[Stored data entries]

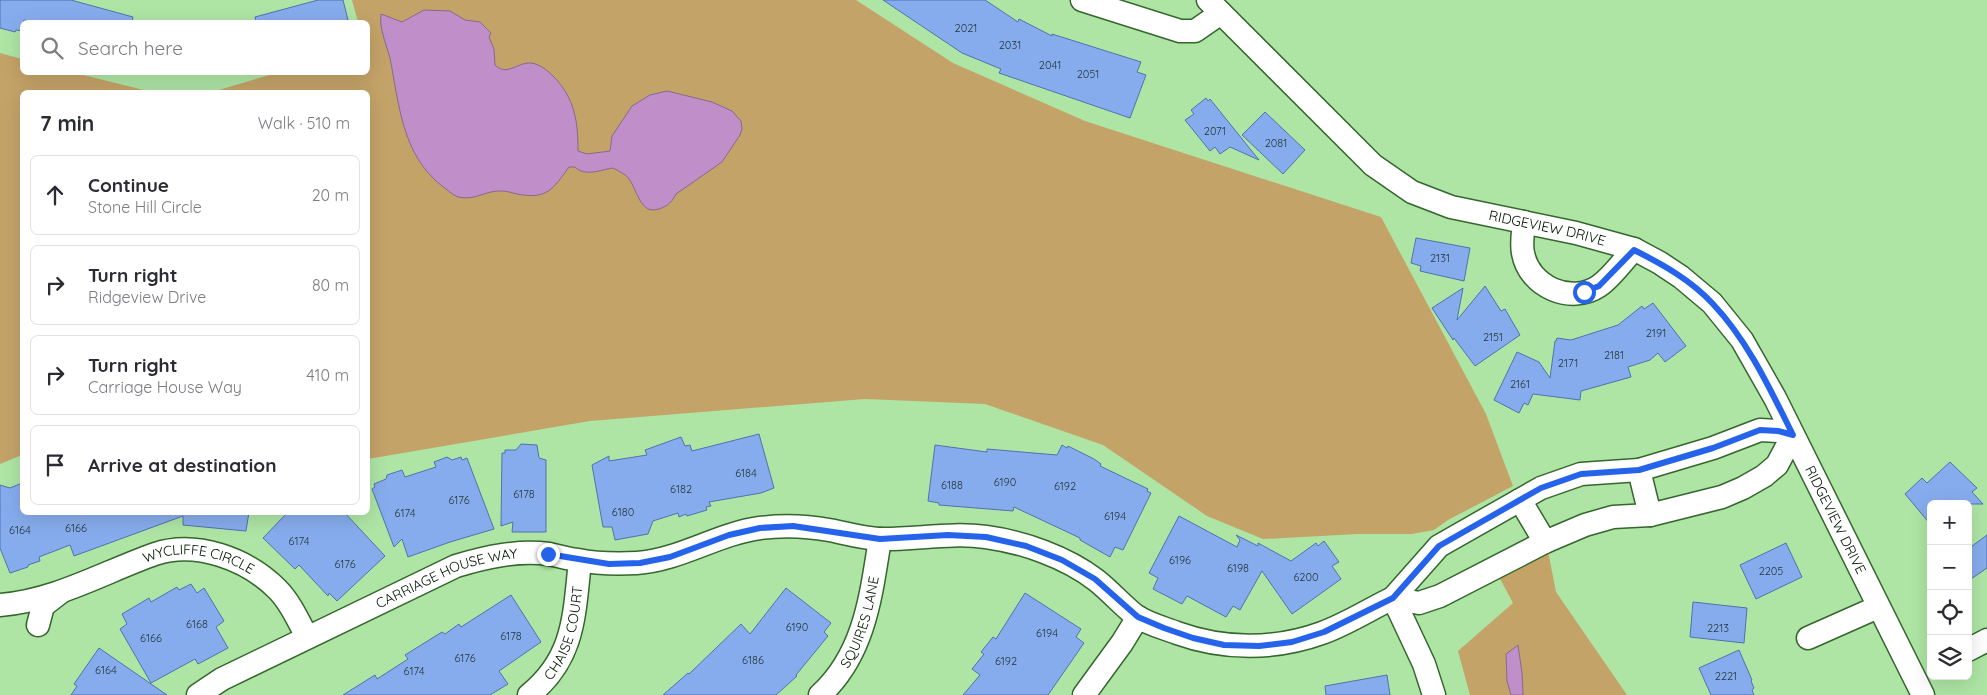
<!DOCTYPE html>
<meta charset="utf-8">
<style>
:root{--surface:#fff;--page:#f2f2f3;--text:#2b2b33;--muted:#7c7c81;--line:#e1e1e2}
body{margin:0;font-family:Quicksand,sans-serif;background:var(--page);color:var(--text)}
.controls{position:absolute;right:15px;bottom:15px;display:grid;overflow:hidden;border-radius:8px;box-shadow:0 5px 20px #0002}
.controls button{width:45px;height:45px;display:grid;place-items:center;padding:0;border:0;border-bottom:1px solid var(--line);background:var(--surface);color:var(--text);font:25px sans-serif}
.stop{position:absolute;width:15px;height:15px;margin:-11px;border:4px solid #2563eb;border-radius:50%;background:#fff}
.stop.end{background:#2563eb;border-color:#fff;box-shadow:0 1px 5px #0008}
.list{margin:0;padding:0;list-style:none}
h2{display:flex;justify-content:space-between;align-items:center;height:65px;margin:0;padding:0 20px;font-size:21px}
h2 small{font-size:16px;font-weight:400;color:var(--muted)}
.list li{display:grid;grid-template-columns:32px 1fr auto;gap:15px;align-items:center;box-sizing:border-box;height:80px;margin:0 10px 10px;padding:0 10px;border:1px solid var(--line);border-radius:8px}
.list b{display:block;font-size:19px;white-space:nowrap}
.list p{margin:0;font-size:16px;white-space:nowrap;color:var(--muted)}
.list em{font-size:16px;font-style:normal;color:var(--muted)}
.icon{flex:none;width:28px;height:28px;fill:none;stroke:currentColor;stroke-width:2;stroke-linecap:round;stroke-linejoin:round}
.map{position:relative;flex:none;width:1987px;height:695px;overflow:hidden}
.search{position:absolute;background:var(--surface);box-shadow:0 5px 20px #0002;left:20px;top:20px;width:350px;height:55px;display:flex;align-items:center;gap:12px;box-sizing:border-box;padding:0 18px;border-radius:8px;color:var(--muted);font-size:19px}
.panel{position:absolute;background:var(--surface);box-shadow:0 5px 20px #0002;left:20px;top:90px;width:350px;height:425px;border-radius:8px}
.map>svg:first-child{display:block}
.green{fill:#c4a368}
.water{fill:#c08ec9;stroke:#87698d}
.building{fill:#87aced;stroke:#4f72ae}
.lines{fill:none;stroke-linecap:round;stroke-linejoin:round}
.minor-casing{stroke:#34662d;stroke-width:25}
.minor{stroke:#fff;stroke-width:22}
.route{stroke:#2563eb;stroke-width:6}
.labels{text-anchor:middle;stroke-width:5;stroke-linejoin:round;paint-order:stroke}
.number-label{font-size:11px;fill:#22383b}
.street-label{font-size:14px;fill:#011200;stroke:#e2fedd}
</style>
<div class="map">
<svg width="1987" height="695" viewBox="0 0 1987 695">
<rect width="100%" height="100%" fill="#aee5a5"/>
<g class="green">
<path d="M 352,0 L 856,0 L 953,63 L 1085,121 L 1381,217 L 1486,414 L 1513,486 L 1448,520 L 1434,530 L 1412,534 L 1358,534 L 1263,539 L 1207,516 L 1103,445 L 985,404 L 865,399 L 590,421 L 368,459 L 368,92 L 212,92 L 276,73 L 368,72 L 368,22 L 358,22 Z"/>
<path d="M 0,53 L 22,59 L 22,72 L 75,73 L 152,92 L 22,92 L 22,455 L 0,464 Z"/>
<path d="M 1548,551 L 1556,592 L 1627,695 L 1470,695 L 1458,651 L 1513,603 L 1499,577 Z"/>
</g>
<g class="water">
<path d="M 424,10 L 450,11 L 465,20 L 480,22 L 491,33 L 489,37 L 494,49 L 495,65 C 507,77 517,62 531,63 C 539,64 547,70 553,76 C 575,98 578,122 578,151 L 587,154 L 610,151 L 612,136 L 632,106 L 650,95 L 667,91 L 712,102 L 732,111 L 741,121 L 742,129 L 740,135 L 722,162 L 676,194 C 672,202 668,206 659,209 C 640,215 638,191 629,179 C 626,174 618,171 613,168 C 600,170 585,177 575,167 L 569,167 C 553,189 547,200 517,194 C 512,193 507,191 502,191 C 486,190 476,201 458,197 C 452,195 447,189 442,186 C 402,155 399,104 390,58 C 386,43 379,29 381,14 L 402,22 Z"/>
<path d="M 1518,645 L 1522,673 L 1523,695 L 1511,695 L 1507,681 L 1506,654 Z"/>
</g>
<g class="building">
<path d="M 0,0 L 71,0 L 133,17 L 132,22 L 36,22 L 24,20 L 21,31 L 16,30 L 15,32 L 0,28 Z"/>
<path d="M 318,0 L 343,0 L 348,20 L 337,22 L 256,22 L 255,17 Z"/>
<path d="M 883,0 L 985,0 L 1018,22 L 1019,19 L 1052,36 L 1052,34 L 1141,62 L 1137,72 L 1146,75 L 1130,118 L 999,73 L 1001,69 L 962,53 Z"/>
<path d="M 1206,98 L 1208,101 L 1210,99 L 1259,160 L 1230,147 L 1220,154 L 1215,147 L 1210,151 L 1185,120 L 1194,114 L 1191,110 Z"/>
<path d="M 1265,112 L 1305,150 L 1283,174 L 1242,135 Z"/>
<path d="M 1416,238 L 1470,248 L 1464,281 L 1420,271 L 1421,266 L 1411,263 Z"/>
<path d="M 1485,286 L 1501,311 L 1505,309 L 1520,335 L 1475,366 L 1454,338 L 1453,340 L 1432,308 L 1463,288 L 1457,320 Z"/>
<path d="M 1653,303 L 1686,346 L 1665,362 L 1658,353 L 1650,360 L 1628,367 L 1631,377 L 1581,391 L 1580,400 L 1533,394 L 1528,405 L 1524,403 L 1519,413 L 1494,400 L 1517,352 L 1539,362 L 1550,378 L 1555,341 L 1556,341 L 1557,338 L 1571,340 L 1618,325 L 1642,306 L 1644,309 Z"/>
<path d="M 759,434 L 774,488 L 761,493 L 709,502 L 711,506 L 706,507 L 707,510 L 687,516 L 686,514 L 679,517 L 678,513 L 653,521 L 648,534 L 615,540 L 612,527 L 603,527 L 592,465 L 609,456 L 609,461 L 647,455 L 645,450 L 681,437 L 685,446 L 690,445 L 692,451 Z"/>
<path d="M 521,444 L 537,445 L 539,458 L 546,460 L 546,532 L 512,532 L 513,522 L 501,526 L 502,453 L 505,453 L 505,450 L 516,450 Z"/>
<path d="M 935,445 L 987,452 L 987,449 L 1057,455 L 1062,445 L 1067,448 L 1068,446 L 1094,459 L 1101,464 L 1100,466 L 1148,489 L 1147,491 L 1151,493 L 1123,550 L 1115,547 L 1110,557 L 1080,540 L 1080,538 L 1014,507 L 1013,511 L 939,505 L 939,503 L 928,501 Z"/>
<path d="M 447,457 L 452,460 L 461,457 L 462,460 L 467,458 L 494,529 L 450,542 L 408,557 L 402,539 L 394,547 L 372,489 L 375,487 L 374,484 L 386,479 L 387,475 L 402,470 L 405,477 L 436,467 L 434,462 Z"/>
<path d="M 1950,462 L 1977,488 L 1972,492 L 1983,504 L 1931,504 L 1931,525 L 1905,494 L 1922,478 L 1927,483 Z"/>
<path d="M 22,483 L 22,512 L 249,512 L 246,531 L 183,525 L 183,516 L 74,556 L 70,545 L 39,557 L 40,561 L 28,565 L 28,567 L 10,573 L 0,548 L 0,485 L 10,488 Z"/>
<path d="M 288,512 L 344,512 L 385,556 L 337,601 L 329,593 L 328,596 L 299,565 L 295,569 L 263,538 Z"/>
<path d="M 1179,516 L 1237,547 L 1240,540 L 1236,535 L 1258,546 L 1258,543 L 1291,561 L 1316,543 L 1318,546 L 1324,541 L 1339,562 L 1332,566 L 1341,579 L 1292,614 L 1262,571 L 1240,610 L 1233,606 L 1226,617 L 1187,596 L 1182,604 L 1153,589 L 1158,578 L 1149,573 Z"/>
<path d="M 1987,535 L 1987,568 L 1968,581 L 1968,549 Z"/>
<path d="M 1786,543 L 1802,577 L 1756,599 L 1740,565 Z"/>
<path d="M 191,584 L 197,593 L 204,588 L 224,621 L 216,627 L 228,648 L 198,664 L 195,659 L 151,683 L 120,629 L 127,624 L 122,614 L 149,598 L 151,602 L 177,587 L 179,590 Z"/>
<path d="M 786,588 L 831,623 L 824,632 L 828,636 L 796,675 L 797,676 L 776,695 L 663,695 L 688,673 L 689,674 L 741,624 L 750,634 Z"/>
<path d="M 1025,593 L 1081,629 L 1076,637 L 1084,643 L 1048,695 L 963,695 L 980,675 L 972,669 L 984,654 L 981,652 L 993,637 L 996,639 Z"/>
<path d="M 511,595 L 541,642 L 499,671 L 508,684 L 490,695 L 343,695 L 375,675 L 377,679 L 408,659 L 405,655 L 442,632 L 445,634 L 459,624 L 461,627 Z"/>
<path d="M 1693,602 L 1747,608 L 1744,643 L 1690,637 Z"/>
<path d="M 99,648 L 167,695 L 71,695 L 77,686 L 74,684 Z"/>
<path d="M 1739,650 L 1752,680 L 1751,681 L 1754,688 L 1752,690 L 1754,695 L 1711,695 L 1699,668 Z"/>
<path d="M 1387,675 L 1390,695 L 1326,695 L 1325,686 Z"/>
</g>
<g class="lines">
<g class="minor-casing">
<g id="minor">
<path d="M 1082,0 L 1180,31 L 1195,31 L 1221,13"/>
<path id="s1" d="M 1208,0 L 1373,165 L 1412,192 L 1451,207 L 1576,233 L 1634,249 L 1660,263 L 1681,277 L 1712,303 L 1742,340 L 1775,398 L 1923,695"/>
<path d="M 1524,222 C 1523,232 1521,244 1523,253 C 1529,287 1571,305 1599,286 C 1612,277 1623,261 1634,249"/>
<path d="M 1760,430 L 1778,431 L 1793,435 L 1777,465 L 1764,476 L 1743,488 L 1722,497 L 1650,515 L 1613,517 L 1585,525 L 1545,542 L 1440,596 L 1419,603 L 1393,598 L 1439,546 L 1541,488 L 1581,474 L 1639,470 L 1713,448 Z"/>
<path d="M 1639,470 L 1650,515"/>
<path d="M 1520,500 L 1545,542"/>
<path id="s2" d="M 0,605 C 55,601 104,572 155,554 C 196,540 247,559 277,589 C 290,602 298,620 307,637"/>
<path d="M 38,625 L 43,606 L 61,592"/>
<path d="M 1808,638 L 1878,607"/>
<path d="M 1968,650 L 1987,640"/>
<path id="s3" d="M 198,695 L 222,679 L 456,566 C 486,557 517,550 549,554 C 559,556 568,559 578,560 C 598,564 617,564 637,563 C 680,560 717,534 760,528 C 783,525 807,526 829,530 C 845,533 861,538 878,539 C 914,540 950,532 986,537 C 1023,542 1066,557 1096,580 C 1110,591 1122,605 1136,616 C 1148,624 1164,628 1177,633 C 1224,650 1275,650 1322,633 C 1347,624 1370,609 1393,598 L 1424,664 L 1434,695"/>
<path id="s4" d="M 529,695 C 575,658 574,615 580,561"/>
<path id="s5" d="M 820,695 C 865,654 871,595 880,539"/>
<path d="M 1084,695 L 1122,643 L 1138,617"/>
</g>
</g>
<use href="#minor" class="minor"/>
</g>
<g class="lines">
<path class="route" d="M 548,554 L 609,564 L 640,563 L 670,557 L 729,535 L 760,528 L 793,526 L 880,539 L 948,535 L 986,537 L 1026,546 L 1062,560 L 1095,579 L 1138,617 L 1164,628 L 1193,638 L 1224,645 L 1259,646 L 1292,642 L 1324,632 L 1393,598 L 1439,546 L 1541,488 L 1581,474 L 1639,470 L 1713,448 L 1760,430 L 1778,431 L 1793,435 C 1770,389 1748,341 1713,304 C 1691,280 1662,264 1634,250 L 1599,286 L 1584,292"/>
</g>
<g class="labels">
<g class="number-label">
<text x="966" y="32">2021</text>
<text x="1010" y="49">2031</text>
<text x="1050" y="69">2041</text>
<text x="1088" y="78">2051</text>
<text x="1215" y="135">2071</text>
<text x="1276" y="147">2081</text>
<text x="1440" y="262">2131</text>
<text x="1656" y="337">2191</text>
<text x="1493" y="341">2151</text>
<text x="1614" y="359">2181</text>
<text x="1568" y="367">2171</text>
<text x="1520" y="388">2161</text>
<text x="746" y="477">6184</text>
<text x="1005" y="486">6190</text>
<text x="952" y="489">6188</text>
<text x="1065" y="490">6192</text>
<text x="681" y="493">6182</text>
<text x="524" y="498">6178</text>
<text x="459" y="504">6176</text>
<text x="623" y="516">6180</text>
<text x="405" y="517">6174</text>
<text x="1115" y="520">6194</text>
<text x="76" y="532">6166</text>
<text x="20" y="534">6164</text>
<text x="299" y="545">6174</text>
<text x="1180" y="564">6196</text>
<text x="345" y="568">6176</text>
<text x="1238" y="572">6198</text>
<text x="1771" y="575">2205</text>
<text x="1306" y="581">6200</text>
<text x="197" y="628">6168</text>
<text x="797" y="631">6190</text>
<text x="1718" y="632">2213</text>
<text x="1047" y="637">6194</text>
<text x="511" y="640">6178</text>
<text x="151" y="642">6166</text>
<text x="465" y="662">6176</text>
<text x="753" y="664">6186</text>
<text x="1006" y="665">6192</text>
<text x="106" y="674">6164</text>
<text x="414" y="675">6174</text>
<text x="1726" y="680">2221</text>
</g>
<g class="street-label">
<text dy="5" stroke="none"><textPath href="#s1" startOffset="421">RIDGEVIEW DRIVE</textPath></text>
<text dy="5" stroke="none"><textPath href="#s1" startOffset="856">RIDGEVIEW DRIVE</textPath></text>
<text dy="5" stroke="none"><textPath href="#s2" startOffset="209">WYCLIFFE CIRCLE</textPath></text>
<text dy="5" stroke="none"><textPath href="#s3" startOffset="276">CARRIAGE HOUSE WAY</textPath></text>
<text dy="5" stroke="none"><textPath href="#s5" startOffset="85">SQUIRES LANE</textPath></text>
<text dy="5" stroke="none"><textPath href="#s4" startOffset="74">CHAISE COURT</textPath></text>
</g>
</g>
</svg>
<div class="controls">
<button>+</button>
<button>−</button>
<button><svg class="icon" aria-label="locate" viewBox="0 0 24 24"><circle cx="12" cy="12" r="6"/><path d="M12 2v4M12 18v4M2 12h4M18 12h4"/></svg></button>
<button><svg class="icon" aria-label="layers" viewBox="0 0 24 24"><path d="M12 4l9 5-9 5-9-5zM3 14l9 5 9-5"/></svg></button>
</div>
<div class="stop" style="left:1584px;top:292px"></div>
<div class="stop end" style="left:548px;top:554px"></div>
<div class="search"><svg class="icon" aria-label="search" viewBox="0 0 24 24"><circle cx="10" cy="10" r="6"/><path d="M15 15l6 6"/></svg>Search here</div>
<section class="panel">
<h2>7 min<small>Walk · 510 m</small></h2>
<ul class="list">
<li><svg class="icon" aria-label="ahead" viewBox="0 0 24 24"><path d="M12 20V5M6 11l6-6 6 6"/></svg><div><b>Continue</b><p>Stone Hill Circle</p></div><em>20 m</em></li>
<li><svg class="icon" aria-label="right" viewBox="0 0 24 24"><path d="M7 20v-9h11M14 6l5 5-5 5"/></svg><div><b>Turn right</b><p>Ridgeview Drive</p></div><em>80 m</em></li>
<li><svg class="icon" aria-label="right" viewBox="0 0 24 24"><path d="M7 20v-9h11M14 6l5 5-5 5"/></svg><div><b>Turn right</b><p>Carriage House Way</p></div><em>410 m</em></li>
<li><svg class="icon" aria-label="arrive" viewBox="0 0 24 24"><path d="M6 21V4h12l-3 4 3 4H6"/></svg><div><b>Arrive at destination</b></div></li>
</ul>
</section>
</div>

**Exercise details**
Copy each line above holding "serif".

**Answer area**
body{margin:0;font-family:Quicksand,sans-serif;background:var(--page);color:var(--text)}
.controls button{width:45px;height:45px;display:grid;place-items:center;padding:0;border:0;border-bottom:1px solid var(--line);background:var(--surface);color:var(--text);font:25px sans-serif}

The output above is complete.